— Marine Lt. Gen. John Allen, President Obama’s choice to take over as top U.S. commander in Afghanistan, endorsed the President’s new Afghanistan withdrawal plan, reportedly saying “the drawdown will impress on Afghan leaders that they must urgently grow their own security forces to take over as U.S. troops leave.”
— A negotiated settlement with the Taliban dominates the Obama administration’s thinking about how to fully withdraw from Afghanistan. “After months of quiet, behind-the-scenes diplomacy, officials last week began claiming progress in the effort to begin talks.”
— As force levels are reduced in Afghanistan, U.S. strategy will shift in the direction of counterterrorism said outgoing Secretary of Defense Robert Gates. The new strategy will focus U.S. forces on targeting militant leaders but will retain elements of the counterinsurgency strategy.

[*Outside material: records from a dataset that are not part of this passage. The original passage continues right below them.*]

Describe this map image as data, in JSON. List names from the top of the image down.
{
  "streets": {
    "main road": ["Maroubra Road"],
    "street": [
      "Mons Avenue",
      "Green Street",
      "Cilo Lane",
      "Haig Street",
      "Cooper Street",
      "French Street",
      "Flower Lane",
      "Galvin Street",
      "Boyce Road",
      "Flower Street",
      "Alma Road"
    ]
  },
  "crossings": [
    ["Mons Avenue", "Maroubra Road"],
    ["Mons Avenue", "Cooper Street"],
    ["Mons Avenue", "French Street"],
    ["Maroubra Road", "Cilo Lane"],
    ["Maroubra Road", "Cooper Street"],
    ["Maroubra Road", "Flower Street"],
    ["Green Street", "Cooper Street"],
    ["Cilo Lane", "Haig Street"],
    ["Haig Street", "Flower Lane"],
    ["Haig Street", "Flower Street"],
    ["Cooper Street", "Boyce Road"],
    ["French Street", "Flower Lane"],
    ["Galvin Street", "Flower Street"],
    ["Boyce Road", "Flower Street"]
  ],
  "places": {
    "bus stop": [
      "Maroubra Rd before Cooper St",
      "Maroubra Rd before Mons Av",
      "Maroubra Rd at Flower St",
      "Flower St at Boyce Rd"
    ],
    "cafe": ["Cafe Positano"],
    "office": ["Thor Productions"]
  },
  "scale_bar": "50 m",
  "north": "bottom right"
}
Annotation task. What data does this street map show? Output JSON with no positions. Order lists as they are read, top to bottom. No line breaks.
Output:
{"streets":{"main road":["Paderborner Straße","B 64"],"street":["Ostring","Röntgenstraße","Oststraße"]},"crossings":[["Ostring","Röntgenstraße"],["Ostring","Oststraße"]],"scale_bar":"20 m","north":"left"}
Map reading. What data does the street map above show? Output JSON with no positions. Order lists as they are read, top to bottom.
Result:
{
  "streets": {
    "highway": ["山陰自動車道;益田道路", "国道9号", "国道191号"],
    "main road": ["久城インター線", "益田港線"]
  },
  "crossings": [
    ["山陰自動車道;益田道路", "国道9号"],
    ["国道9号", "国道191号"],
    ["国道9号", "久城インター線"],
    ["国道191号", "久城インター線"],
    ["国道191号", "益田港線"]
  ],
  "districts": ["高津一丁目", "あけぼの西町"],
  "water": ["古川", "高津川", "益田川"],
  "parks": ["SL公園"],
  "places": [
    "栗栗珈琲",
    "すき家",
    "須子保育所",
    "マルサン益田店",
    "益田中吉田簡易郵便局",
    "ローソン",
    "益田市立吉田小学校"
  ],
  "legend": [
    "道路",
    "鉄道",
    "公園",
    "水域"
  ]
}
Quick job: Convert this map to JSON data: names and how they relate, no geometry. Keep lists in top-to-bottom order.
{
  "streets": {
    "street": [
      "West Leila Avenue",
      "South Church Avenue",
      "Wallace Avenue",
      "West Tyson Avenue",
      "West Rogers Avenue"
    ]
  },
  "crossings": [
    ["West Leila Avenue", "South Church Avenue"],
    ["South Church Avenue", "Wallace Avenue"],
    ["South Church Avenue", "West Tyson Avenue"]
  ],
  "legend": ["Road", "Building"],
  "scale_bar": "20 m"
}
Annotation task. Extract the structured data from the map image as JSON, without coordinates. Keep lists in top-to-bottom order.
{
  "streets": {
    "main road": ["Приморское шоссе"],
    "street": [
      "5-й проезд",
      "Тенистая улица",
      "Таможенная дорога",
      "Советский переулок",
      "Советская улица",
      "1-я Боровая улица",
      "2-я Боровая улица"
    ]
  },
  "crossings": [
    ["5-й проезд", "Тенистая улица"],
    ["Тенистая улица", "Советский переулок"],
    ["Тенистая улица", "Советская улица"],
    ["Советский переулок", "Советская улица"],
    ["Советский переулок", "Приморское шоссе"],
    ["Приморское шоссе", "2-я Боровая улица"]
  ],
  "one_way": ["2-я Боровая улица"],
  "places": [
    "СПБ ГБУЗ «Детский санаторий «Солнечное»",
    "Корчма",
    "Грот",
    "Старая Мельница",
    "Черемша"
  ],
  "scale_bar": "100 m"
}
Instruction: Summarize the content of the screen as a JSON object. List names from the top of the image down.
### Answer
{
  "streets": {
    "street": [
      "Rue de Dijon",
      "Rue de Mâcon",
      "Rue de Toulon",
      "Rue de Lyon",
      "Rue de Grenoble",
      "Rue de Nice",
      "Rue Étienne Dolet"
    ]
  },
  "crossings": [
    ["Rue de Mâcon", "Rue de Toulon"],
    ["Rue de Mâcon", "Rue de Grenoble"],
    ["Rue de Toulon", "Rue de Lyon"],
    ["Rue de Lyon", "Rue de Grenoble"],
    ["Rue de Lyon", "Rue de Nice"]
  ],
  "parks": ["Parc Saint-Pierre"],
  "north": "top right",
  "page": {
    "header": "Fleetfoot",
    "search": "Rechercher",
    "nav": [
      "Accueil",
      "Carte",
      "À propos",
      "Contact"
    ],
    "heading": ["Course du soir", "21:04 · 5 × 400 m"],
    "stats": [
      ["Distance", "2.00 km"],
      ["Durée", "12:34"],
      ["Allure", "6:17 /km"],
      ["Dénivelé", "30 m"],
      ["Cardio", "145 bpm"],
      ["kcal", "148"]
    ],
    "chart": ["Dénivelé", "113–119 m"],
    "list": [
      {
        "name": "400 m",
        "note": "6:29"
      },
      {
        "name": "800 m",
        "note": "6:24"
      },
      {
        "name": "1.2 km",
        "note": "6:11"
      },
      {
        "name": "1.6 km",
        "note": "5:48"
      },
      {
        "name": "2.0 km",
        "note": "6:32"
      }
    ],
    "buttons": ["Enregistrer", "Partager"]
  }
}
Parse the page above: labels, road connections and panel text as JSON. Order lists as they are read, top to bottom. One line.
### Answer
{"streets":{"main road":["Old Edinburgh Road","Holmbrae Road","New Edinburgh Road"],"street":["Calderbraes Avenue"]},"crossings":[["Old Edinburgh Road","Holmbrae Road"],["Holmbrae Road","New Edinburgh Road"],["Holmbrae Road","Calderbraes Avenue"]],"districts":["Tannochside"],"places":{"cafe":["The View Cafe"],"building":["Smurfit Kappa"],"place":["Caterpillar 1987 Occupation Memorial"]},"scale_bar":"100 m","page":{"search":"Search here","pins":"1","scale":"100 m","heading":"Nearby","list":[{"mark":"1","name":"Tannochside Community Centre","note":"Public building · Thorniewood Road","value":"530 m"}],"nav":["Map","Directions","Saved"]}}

— A new report from the Federation of American Scientists to be released tomorrow in Washington rings the alarm about a possible militant takeover of Pakistan’s nuclear weapons facilities.
— The U.N. Security Council approved a U.S.-drafted resolution authorizing more than 4,000 Ethiopian troops, as peacekeepers, into a disputed border region between Sudan and the soon-to-be-birthed South Sudan. — During a state television broadcast, the Iranian government showed off images of underground missile silos built for medium- and long-range missiles that a military official said were for rapid response defense against attacks.
— A Kremlin Middle East envoy told a delegation from the Syrian opposition that “leaders come and go” but Russia sees no other friend in Syria than its people.
— Israeli Prime Minister Benjamin Netanyahu withdrew a warning issued by the Israeli Government Press Office that foreign journalists travelling with the latest flotilla to Gaza could be barred from Israel for the next ten years.